樹皮は灰褐色、粗面、花は単性又は雑居性、果実は短柄のある痩果。東南アジアに4〜5種、日本に2種
<分布>
本州、四国、九州、台湾、韓国、中国。
大日本老樹名木誌によると長野県小県郡滋野村熊野神社にある欅は高さ55m根元回り28m、樹齢1200年と伝えられている。

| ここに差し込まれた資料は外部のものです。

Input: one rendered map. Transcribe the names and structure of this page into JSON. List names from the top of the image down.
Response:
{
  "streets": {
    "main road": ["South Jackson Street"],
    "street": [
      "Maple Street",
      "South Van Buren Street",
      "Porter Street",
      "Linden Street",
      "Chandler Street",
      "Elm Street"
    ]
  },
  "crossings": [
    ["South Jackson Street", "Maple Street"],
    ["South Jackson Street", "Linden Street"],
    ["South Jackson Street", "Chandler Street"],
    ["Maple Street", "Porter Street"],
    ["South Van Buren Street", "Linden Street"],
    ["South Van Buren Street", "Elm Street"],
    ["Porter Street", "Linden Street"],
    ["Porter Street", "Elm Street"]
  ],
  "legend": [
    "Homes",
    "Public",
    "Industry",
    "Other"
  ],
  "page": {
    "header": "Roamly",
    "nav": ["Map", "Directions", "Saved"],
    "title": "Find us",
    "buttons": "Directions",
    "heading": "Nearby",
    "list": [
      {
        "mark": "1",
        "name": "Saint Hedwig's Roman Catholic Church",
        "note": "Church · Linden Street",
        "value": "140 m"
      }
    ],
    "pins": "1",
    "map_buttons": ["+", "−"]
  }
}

茨城県内にも大径木はまだ点在していて生き残っている名木がまだ、あちこちにある。
<性質>
陽樹、陽光が十分に当り適潤性で土壌層が深く肥沃な土地が最もよく生育する。成長はやや早く耐寒・耐湿性に強い。
<用途>
昔から長尺物が取れるので建築材(構造材・造作材)等その他、この木の用途は広い。
<付言>
昔からケヤキは赤ケヤキと青ケヤキがある。
赤は価値がある物が出るが、青は狂い易く小さく割って使うには不向きでどちらかと言うと梁とか、太角になら使える。但し青ケヤキは力が強い。


赤松(アカマツ)
<樹種>
常緑高木◎まつ科 まつ属
<形態>
高さ40m 直径2mを軽く超える。
目安として100年以上経つと樹の肌に亀甲形の模様が出来る。
古木になると枝が細かく屈曲してくる様は観ていても見事であろう。
又、ここ20数年来、主要な松という松はほとんど松食い虫により枯死して、かつてのあの美しい姿は見る由もない。現実に今は東北方面に残るのみである。
<分布>
本州、四国、九州に広く生育する。
本州以北に生育する松はエゾ松、トド松の類で別の種類である。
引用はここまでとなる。